Here’s what that broadcast sounded like.

This is Raven Radio, KCAW in Sitka, partially funded by the community of Sitka as well as the Alaska Public Broadcasting Commission, signing on the air. I am Marika Partridge, and it brings me humongous pleasure to welcome all of you who happen to be listening to this, our very first historical broadcast. During the next couple of weeks we’re going to be on the air in the evenings beginning at 5, and as soon as we get the bugs worked out of our system, were going to sign on for our full broadcast day, and we’ll be sure to let you know all about that.

And that full broadcast day eventually came on March 6, 1982, when those bugs would be worked out, and Raven Radio began a broadcasting routine that sounds pretty much like it sounds now.

Marika Partridge, by the way, would later go on to work as the director of All Things Considered, NPR’s evening news magazine.

Partridge was an émigré from KTOO in Juneau; so were general manager Rich McClear and his wife Suzi, who previously had helped found an early community radio station in northern Minnesota.

McClear turned down an offer from a national media outfit in Washington DC to work in community broadcasting Alaska. He does not regret the choice.

“I think the media scene is so debased in the United States. Really. Look at the quality of television news. It’s terrible. NPR is one shining beacon of news, and some newspapers like the New York Times. And when you look at community media, I still think that’s the future. Maybe I was right 35 years ago.”

McClear says that early in the movement there was a widespread belief that community radio stations would revolutionize communication. He says he and other station pioneers envisioned co-equal status for community, public, and commercial broadcasters.

That never happened. But McClear is satisfied with what happened instead.

“I look at Raven Radio. I look at KTOO. This is where things are happening. The CoastAlaska stations are really in touch with their communities. I listen to the sports show on Raven Radio on Sunday night. I listen to the Library Show. I listen to storytelling shows. I think, Wow, this station is really still doing what we wanted it to do – and that’s exciting.”
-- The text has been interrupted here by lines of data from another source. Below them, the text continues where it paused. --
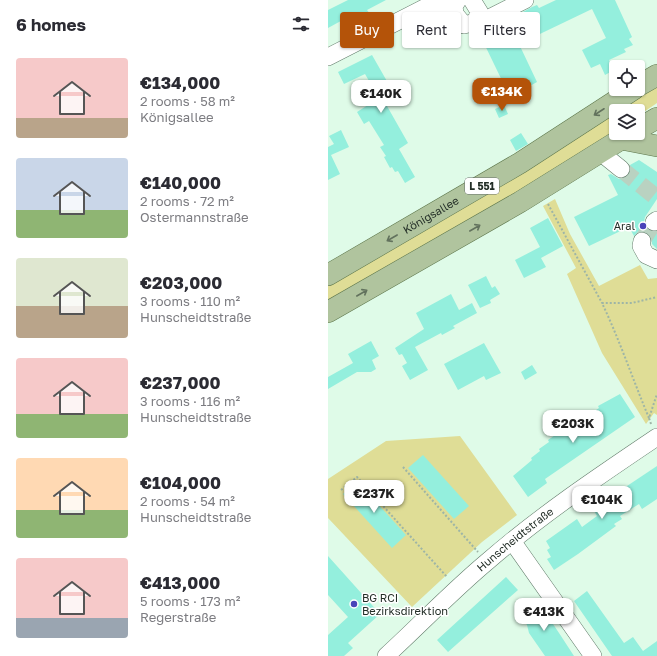 <!DOCTYPE html>
<meta charset="utf-8">
<style>
:root{--surface:#fff;--page:#f7f7f7;--text:#2b2b33;--muted:#7c7c81;--accent:#b45309}
body{margin:0;font-family:"Golos Text",sans-serif;background:var(--page);color:var(--text);height:100vh;display:flex;flex-direction:column;font-size:15px;white-space:nowrap}
*{box-sizing:border-box;margin:0}
p{font-size:13px;color:var(--muted)}
.icon{flex:none;width:22px;height:22px;fill:none;stroke:currentColor;stroke-width:2;stroke-linecap:round;stroke-linejoin:round}
.map{position:relative;flex:1;overflow:hidden}
.sheet{display:flex;flex-direction:column;background:var(--surface);width:328px}
.sheet>*{flex:none}
.guide{position:absolute;left:12px;top:12px;width:257px;height:36px;display:flex;gap:8px}
.controls{position:absolute;left:281px;top:60px;display:grid;gap:8px}
.controls a{display:grid;place-items:center;width:36px;height:36px;border-radius:4px;background:var(--surface);box-shadow:0 1px 3px #0004;font-size:20px}
.price{position:absolute;translate:-50% -34px;padding:0 9px;border-radius:8px;background:#fff;color:#222;font-size:13px;line-height:26px;filter:drop-shadow(0 1px 2px #0008)}
.price::after{content:'';position:absolute;left:50%;top:24px;width:12px;height:9px;margin-left:-6px;background:inherit;clip-path:polygon(0 0,100% 0,50% 100%)}
.price.active{background:var(--accent);color:#fff}
ul{padding:0;list-style:none}
li{display:flex;align-items:center;gap:12px;height:100px;padding:0 16px}
li span{display:grid;place-items:center;flex:none;width:112px;height:80px;border-radius:4px;color:#555}
li>.icon{margin-inline-start:auto}
span .icon{width:48px;height:48px;fill:#fffc;stroke-width:1}
li b{font-size:17px}
h2{display:flex;justify-content:space-between;align-items:center;height:48px;padding:0 16px;font-size:17px}
.pill{padding:0 14px;border-radius:4px;background:var(--surface);box-shadow:0 1px 3px #0004;font-size:14px;line-height:36px}
.pill.active{background:var(--accent);color:#fff}
main{display:flex;flex:1;min-height:0}
.map>svg:first-child{display:block}
.green{fill:#dfdd96}
.building{fill:#94efdd}
.lines{fill:none;stroke-linecap:round;stroke-linejoin:round}
.minor-tunnel{stroke:#b9d2c1;stroke-width:17;stroke-dasharray:17 8;stroke-linecap:butt}
.minor-casing{stroke:#627b6a;stroke-width:18}
.major-casing{stroke:#5d764b;stroke-width:22}
.path{stroke:#9eb5a6;stroke-width:2;stroke-dasharray:2 2;stroke-linecap:butt}
.minor{stroke:#fff;stroke-width:17}
.major{stroke:#b0c49e;stroke-width:21}
.oneway{stroke:#62725d}
.poi-dot{fill:#4943b9;stroke:#fff;stroke-width:1.5}
.labels{text-anchor:middle;stroke-width:3;stroke-linejoin:round;paint-order:stroke}
.shield{fill:#fff;stroke:#656d68;stroke-width:1}
.shield-label{font-size:10px;font-weight:bold;fill:#232e27}
.street-label{font-size:11px;fill:#232e27;stroke:#fff}
.poi-label{font-size:11px;fill:#232e27;stroke:#fff;text-anchor:end}
</style>
<main>
<section class="sheet">
<h2>6 homes<svg class="icon" aria-label="filters" viewBox="0 0 24 24"><path d="M4 7h16M4 17h16"/><circle cx="9" cy="7" r="2"/><circle cx="15" cy="17" r="2"/></svg></h2>
<ul>
<li><span style="background:linear-gradient(#f6c9c9 75%,#b9a48a 0)"><svg class="icon" aria-label="home" viewBox="0 0 24 24"><path d="M3 11l9-7 9 7M6 9v11h12V9"/></svg></span><div><b>€134,000</b><p>2 rooms · 58 m²</p><p>Königsallee</p></div></li>
<li><span style="background:linear-gradient(#c9d6e8 65%,#8fb573 0)"><svg class="icon" aria-label="home" viewBox="0 0 24 24"><path d="M3 11l9-7 9 7M6 9v11h12V9"/></svg></span><div><b>€140,000</b><p>2 rooms · 72 m²</p><p>Ostermannstraße</p></div></li>
<li><span style="background:linear-gradient(#dfe7d0 60%,#b9a48a 0)"><svg class="icon" aria-label="home" viewBox="0 0 24 24"><path d="M3 11l9-7 9 7M6 9v11h12V9"/></svg></span><div><b>€203,000</b><p>3 rooms · 110 m²</p><p>Hunscheidtstraße</p></div></li>
<li><span style="background:linear-gradient(#f6c9c9 70%,#8fb573 0)"><svg class="icon" aria-label="home" viewBox="0 0 24 24"><path d="M3 11l9-7 9 7M6 9v11h12V9"/></svg></span><div><b>€237,000</b><p>3 rooms · 116 m²</p><p>Hunscheidtstraße</p></div></li>
<li><span style="background:linear-gradient(#ffd9b3 65%,#8fb573 0)"><svg class="icon" aria-label="home" viewBox="0 0 24 24"><path d="M3 11l9-7 9 7M6 9v11h12V9"/></svg></span><div><b>€104,000</b><p>2 rooms · 54 m²</p><p>Hunscheidtstraße</p></div></li>
<li><span style="background:linear-gradient(#f6c9c9 75%,#9aa5b1 0)"><svg class="icon" aria-label="home" viewBox="0 0 24 24"><path d="M3 11l9-7 9 7M6 9v11h12V9"/></svg></span><div><b>€413,000</b><p>5 rooms · 173 m²</p><p>Regerstraße</p></div></li>
</ul>
</section>
<div class="map">
<svg width="329" height="656" viewBox="0 0 329 656">
<rect width="100%" height="100%" fill="#dffbe8"/>
<path class="green" d="M329,87V103L310,116V111H288V130L262,147L238,166L0,304V281Z
M227,199L242,234L271,286L312,265L320,279L329,278V415L326,413L318,424L274,353L239,274L248,268L215,206Z
M132,436L189,515L154,542L84,607L0,518V479L58,441Z"/>
<path class="building" d="M20,0H58L39,10L42,14L26,23L22,16L0,28V10Z
M228,0H287L304,37L301,39L305,45L296,49L298,52L281,60L286,70L277,75L272,64L263,68L254,50L278,38L264,9L191,44L209,82L182,97L150,31L166,27L169,33L196,20L193,13L204,7L209,5L211,8Z
M44,55L64,90L67,89L73,98L59,106L80,143L71,149L87,177L77,183L70,171L67,172L64,167L62,168L56,157L58,156L52,147L56,145L41,121L36,124L29,112L51,98L37,74L16,84L10,72Z
M176,105L180,114L171,118L167,109Z
M13,130L21,147L3,155L12,174L0,180V147L6,144L1,136Z
M193,133L200,144L188,151L182,140Z
M311,160L329,172V199L317,217L316,222L321,231H329V249L324,244V238L320,233L311,231L306,236L301,227L261,246L246,217L290,195L280,175L283,174L291,179L297,178L303,171L302,165Z
M220,218L235,246L213,258L218,267L196,278L187,260L212,247L202,228Z
M158,276L164,288L167,286L172,294L162,300L163,303L152,308L140,285Z
M123,294L131,310L144,303L149,313L125,326L127,328L114,335L113,333L87,347L100,370L82,380L74,366L79,363L74,354L71,355L67,348L96,329L88,313Z
M43,341L51,356L44,360L48,369L43,372H29L0,389V377L25,363L20,354Z
M156,343L173,373L158,380L156,376L130,390L116,364Z
M204,365L209,373L197,380L193,372Z
M292,394L307,417L217,479L219,483L200,497L185,476L204,460L203,458L212,451L211,449L221,442L220,440L230,433L232,435L241,429L242,430L262,417L261,415L271,408L270,406Z
M95,455L141,506L126,519L80,468Z
M329,466V499L314,509L311,504L292,516L294,519L286,524L288,526L250,554L226,570L219,559L223,557L219,550L222,548L218,541L249,519L254,527L269,516L265,509L272,505L275,500L281,498Z
M29,481L78,535L64,548L15,494Z
M0,556L52,614L20,643L25,648L16,656H0V635L20,617L0,595Z
M178,577L190,590L120,652L109,640Z
M259,591L296,643L305,637L315,651L329,641V656H284L246,601Z
M209,600L233,636L246,656H217L201,633L199,625L191,613Z"/>
<g class="lines">
<path class="minor-tunnel" d="M293,169L329,198
M314,241L326,222"/>
<defs>
<g id="minor">
<path d="M130,0L126,6L127,14L136,25C145,23 149,22 152,13L144,0"/>
<path d="M150,19L161,18L197,0"/>
<path d="M0,57L98,7L116,4L126,6"/>
<path d="M272,152L293,169"/>
<path d="M326,222L329,220"/>
<path d="M314,241L313,246L318,255L329,260"/>
<path d="M184,541L265,656"/>
<path id="s1" d="M58,656C92,625 124,591 160,561C213,515 271,476 329,437"/>
</g>
<g id="major">
<path d="M310,86L329,75"/>
<path d="M310,129L329,118"/>
<path d="M293,139L329,146"/>
<path id="s2" d="M0,275L192,163L306,89"/>
<path d="M0,312L192,202L303,133"/>
</g>
</defs>
<use href="#minor" class="minor-casing"/>
<use href="#major" class="major-casing"/>
<path class="path" d="M220,204L274,303
M321,418C305,380 292,341 274,303H304L329,297
M323,424L321,418L329,394
M75,467L150,552
M13,490L29,477L119,577"/>
<use href="#minor" class="minor"/>
<use href="#major" class="major"/>
</g>
<defs><path id="oneway-shaft" d="M-6 0H5M1.5-3L5.5 0L1.5 3" fill="none" stroke-width="1.6" stroke-linecap="round" stroke-linejoin="round"/></defs>
<g class="oneway">
<use href="#oneway-shaft" transform="translate(271 112) rotate(147)"/>
<use href="#oneway-shaft" transform="translate(147 228) rotate(-30)"/>
<use href="#oneway-shaft" transform="translate(64 238) rotate(150)"/>
<use href="#oneway-shaft" transform="translate(34 293) rotate(-30)"/>
</g>
<g class="poi-dot">
<circle cx="315" cy="226" r="4"/>
<circle cx="26" cy="604" r="4"/>
</g>
<g class="labels">
<rect class="shield" x="137" y="178" width="34" height="16" rx="3"/>
<g class="shield-label">
<text x="154" y="190">L 551</text>
</g>
<g class="street-label">
<text dy="4" stroke="none"><textPath href="#s2" startOffset="119">Königsallee</textPath></text>
<text dy="4" stroke="none"><textPath href="#s1" startOffset="174">Hunscheidtstraße</textPath></text>
</g>
<g class="poi-label">
<text x="307" y="230">Aral</text>
<text x="34" y="602" text-anchor="start">BG RCI<tspan x="34" dy="13">Bezirksdirektion</tspan></text>
</g>
</g>
</svg>
<div class="controls">
<a><svg class="icon" aria-label="locate" viewBox="0 0 24 24"><circle cx="12" cy="12" r="6"/><path d="M12 2v4M12 18v4M2 12h4M18 12h4"/></svg></a>
<a><svg class="icon" aria-label="layers" viewBox="0 0 24 24"><path d="M12 4l9 5-9 5-9-5zM3 14l9 5 9-5"/></svg></a>
</div>
<b class="price active" style="left:174px;top:112px">€134K</b>
<b class="price" style="left:53px;top:114px">€140K</b>
<b class="price" style="left:245px;top:444px">€203K</b>
<b class="price" style="left:46px;top:514px">€237K</b>
<b class="price" style="left:274px;top:520px">€104K</b>
<b class="price" style="left:216px;top:632px">€413K</b>
<div class="guide">
<a class="pill active">Buy</a>
<a class="pill">Rent</a>
<a class="pill">Filters</a>
</div>
</div>
</main>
The idea for Raven Radio began with Todd Davis in 1978. He organized KCAW’s first local board, long before there was a station. Several months later, Davis died in a climbing accident, but his idea didn’t.

Suzi McClear says she and Rich first saw Sitka on a 24-hour layover at about that time. She says she believes in love at first sight. She also believes community broadcasting has made permanent imprint on the region.

“Each community has changed a lot in thirty years. Some for the better, some not so. Stations that have actually been adopted by their community – that truly do have their roots in their community – are doing programming that I’m not as excited about. It’s programming for the twenty-year-olds and the thirty-year-olds, and I’m not there anymore. So, I don’t like it, but I REALLY like it, because that’s where it needs to be.”

Since leaving Raven Radio in 1993, both McClears have continued to work on developing community radio – mostly in post-Soviet Eastern Europe and the Balkans. They were among the first of the thousands of people who have listened to the station’s signal online, and followed our news stories daily on Facebook and the web.

McClear says he’s not surprised that Raven Radio has cultivated a large audience outside of Sitka.

“Community radio I think is the best medium to integrate with new media. Social media, because community radio started as social media. It started as a group of amateurs – amateur from (the Latin) Amo, Amat, ‘I love’ – I love radio, I love my community. And you take that with community radio and mix it with social media… Holy Cow! We could really do something here. I’m really excited.”

Rich and Suzi McClear will be in Sitka more often nowadays. They’ve decided to limit their overseas work to shorter visits in the developing world.

They both have plans to be in town when Raven Radio celebrates its thirtieth birthday in style this summer, with a 5-day reunion and party from June 30 to July 4th.